Data from the latest Ark Invest report highlights another benefit of Bitcoin (BTC) mining in the area of ​​sustainability and energy.

According to the findings, there is a huge potential for converting methane emissions into energy for bitcoin mining, which in turn will charge electricity generated by solar and wind energy in on-site wells.

Annual gas flaring emissions equal 140 billion cubic meters, plus an additional 125 billion cubic meters of annual methane emissions. Therefore, if left untouched, this means that 265 billion cubic meters of natural gas emissions are wasted annually. However, the methane analysis required for the current Bitcoin hash is only 25 billion.

While harnessing the full emissions is impossible due to the pre-existing flaring investments in the oil industry, methane capture is a viable and early solution. Ark Invest’s Sam Koros tweeted that more than half of the methane gas emitted occurs on-site in wells. This makes the site a prime location for mining to capture and productively employ these emissions.

Plus, instead of venting methane, it will be able to generate electricity at much lower rates than mining companies are currently paying.

Recently, the mining industry has shown signs of increasing energy efficiency and a pivot towards sustainability.

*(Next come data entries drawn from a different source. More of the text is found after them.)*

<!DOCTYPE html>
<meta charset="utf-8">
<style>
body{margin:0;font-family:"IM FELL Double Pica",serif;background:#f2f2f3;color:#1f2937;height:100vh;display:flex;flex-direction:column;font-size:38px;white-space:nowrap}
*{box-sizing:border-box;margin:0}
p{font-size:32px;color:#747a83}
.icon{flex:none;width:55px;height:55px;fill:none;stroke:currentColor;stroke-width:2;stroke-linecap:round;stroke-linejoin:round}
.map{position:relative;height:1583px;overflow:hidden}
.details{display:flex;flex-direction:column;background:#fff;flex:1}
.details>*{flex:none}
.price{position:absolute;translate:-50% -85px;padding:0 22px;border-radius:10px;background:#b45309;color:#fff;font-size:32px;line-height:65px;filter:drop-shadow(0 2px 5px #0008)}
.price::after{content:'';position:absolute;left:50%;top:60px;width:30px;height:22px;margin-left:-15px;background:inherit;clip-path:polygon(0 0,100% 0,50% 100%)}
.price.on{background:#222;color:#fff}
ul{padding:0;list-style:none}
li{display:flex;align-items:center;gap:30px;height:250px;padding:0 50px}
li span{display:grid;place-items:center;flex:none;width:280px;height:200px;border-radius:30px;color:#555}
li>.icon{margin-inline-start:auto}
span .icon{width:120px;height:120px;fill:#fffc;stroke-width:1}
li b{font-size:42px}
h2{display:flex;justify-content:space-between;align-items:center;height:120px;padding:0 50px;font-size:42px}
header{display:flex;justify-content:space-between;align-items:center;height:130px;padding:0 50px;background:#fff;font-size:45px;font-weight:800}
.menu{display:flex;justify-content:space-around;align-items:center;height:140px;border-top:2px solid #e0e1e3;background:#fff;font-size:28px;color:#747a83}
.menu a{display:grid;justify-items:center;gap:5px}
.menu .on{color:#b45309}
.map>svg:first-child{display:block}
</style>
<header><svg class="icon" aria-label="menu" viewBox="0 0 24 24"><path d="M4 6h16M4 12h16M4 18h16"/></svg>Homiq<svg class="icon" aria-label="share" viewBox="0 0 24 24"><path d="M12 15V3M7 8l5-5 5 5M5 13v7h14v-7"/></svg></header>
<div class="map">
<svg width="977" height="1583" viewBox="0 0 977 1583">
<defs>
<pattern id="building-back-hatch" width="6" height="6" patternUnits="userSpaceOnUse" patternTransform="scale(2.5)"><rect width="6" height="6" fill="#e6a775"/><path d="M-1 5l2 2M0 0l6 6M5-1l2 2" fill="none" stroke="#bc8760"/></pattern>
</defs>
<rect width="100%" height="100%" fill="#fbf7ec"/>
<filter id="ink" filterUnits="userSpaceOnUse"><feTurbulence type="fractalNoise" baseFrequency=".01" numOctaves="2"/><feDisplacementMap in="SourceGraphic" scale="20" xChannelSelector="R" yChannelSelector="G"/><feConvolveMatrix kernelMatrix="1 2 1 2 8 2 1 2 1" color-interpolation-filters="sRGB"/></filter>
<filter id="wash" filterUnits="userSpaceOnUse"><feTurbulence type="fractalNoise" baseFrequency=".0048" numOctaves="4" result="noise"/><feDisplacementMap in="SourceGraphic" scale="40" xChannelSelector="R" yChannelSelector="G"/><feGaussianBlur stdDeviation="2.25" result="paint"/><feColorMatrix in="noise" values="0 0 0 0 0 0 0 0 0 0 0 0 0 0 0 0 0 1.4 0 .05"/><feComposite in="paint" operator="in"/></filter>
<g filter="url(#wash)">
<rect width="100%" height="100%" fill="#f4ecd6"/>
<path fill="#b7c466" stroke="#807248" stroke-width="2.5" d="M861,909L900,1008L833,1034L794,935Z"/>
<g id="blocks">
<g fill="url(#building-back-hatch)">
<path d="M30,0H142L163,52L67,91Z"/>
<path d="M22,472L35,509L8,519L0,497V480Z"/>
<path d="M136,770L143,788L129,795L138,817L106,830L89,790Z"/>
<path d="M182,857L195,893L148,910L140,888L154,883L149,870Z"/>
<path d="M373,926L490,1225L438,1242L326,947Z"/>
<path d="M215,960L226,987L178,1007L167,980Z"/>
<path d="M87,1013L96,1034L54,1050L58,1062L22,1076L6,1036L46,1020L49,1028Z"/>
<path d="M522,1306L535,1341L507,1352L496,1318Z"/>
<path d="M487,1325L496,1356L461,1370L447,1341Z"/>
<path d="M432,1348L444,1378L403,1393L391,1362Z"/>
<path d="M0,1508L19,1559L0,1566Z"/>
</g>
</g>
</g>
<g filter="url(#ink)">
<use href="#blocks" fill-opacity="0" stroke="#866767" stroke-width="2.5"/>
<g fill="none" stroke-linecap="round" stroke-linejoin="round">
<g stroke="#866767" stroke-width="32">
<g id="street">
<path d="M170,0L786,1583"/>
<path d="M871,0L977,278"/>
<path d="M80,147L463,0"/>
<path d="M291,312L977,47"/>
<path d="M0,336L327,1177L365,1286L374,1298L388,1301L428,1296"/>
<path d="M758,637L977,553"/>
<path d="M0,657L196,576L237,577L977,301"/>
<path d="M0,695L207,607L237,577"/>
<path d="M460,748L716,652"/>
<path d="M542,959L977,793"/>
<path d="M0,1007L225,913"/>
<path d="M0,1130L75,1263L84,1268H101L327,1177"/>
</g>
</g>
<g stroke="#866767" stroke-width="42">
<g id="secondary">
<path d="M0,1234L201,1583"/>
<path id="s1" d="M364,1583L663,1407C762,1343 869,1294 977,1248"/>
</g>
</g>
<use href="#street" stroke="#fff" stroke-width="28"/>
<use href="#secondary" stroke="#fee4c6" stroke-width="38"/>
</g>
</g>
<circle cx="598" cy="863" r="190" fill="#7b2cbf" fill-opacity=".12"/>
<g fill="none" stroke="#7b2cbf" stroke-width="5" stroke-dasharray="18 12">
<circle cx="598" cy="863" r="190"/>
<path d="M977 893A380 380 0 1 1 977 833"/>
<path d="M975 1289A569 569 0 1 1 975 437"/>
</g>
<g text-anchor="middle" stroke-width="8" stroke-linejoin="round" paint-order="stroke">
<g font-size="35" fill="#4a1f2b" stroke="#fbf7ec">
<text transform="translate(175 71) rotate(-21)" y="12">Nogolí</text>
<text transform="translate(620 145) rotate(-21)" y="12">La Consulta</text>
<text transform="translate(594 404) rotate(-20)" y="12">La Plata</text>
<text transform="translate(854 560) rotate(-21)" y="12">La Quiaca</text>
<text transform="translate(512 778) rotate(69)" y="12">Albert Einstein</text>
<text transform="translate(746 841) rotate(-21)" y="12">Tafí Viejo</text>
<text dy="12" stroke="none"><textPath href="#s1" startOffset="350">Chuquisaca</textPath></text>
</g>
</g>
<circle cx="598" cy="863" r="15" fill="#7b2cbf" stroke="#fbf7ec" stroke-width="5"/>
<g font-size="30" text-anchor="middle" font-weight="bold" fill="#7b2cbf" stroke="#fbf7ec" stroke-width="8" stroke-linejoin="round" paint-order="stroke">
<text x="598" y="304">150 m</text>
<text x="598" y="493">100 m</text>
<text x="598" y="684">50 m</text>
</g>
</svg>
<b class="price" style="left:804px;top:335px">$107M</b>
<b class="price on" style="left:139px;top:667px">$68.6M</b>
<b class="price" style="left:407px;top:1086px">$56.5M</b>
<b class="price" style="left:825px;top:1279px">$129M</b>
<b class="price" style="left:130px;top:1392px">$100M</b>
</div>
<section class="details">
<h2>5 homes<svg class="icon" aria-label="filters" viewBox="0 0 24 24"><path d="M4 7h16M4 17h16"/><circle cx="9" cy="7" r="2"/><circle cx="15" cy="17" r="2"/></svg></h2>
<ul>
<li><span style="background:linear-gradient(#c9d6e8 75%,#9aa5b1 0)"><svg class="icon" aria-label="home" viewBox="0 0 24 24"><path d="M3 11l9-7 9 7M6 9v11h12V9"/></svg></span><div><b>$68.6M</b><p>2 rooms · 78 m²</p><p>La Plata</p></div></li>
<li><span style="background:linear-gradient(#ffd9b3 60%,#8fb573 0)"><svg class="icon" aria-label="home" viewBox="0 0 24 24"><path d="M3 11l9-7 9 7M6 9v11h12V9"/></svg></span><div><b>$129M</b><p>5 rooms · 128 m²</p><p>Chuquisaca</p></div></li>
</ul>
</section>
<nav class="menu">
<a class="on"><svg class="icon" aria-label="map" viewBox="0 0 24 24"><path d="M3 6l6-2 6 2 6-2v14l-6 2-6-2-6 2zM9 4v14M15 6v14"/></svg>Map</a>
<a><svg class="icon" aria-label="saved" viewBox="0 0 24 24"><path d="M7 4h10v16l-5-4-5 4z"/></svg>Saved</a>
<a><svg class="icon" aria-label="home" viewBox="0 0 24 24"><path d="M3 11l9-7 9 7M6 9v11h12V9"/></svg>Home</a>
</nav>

Last week, the Bitcoin Mining Board released its review of the network’s second quarter. It revealed that the industry’s use of sustainable energy increased by 6% compared to the same quarter in previous years. Concluding their findings, the board referred to bitcoin mining as “one of the most sustainable industries globally.”

However, this has been an active effort to change on the part of the mining industry. Previously, environmentalists shamed the industry for its unexplained carbon footprint.

Koros suggests that while there are other ways to harness methane, bitcoin mining is an ideal option because it is “highly scalable with modular hardware that can be moved to operating well sites and moved between them.”

While the new data supports these claims, it is not new. There are already companies actively doing this. Last February, Cointelegraph spoke with Christian Sebexa, Slush Pool’s chief marketing officer, about how miners are helping oil companies reduce flare-ups by running their generators with natural gas, which would otherwise be burned.

However, there are still skeptics. One Twitter user pointed out that the emissions in question do not occur naturally. Instead, it is extracted by extracting fossil fuels, which are under pressure to be cut out entirely due to climate change.

As the industry continues to adapt to global sustainability standards, time will tell whether these solutions deliver the future of bitcoin mining and energy production.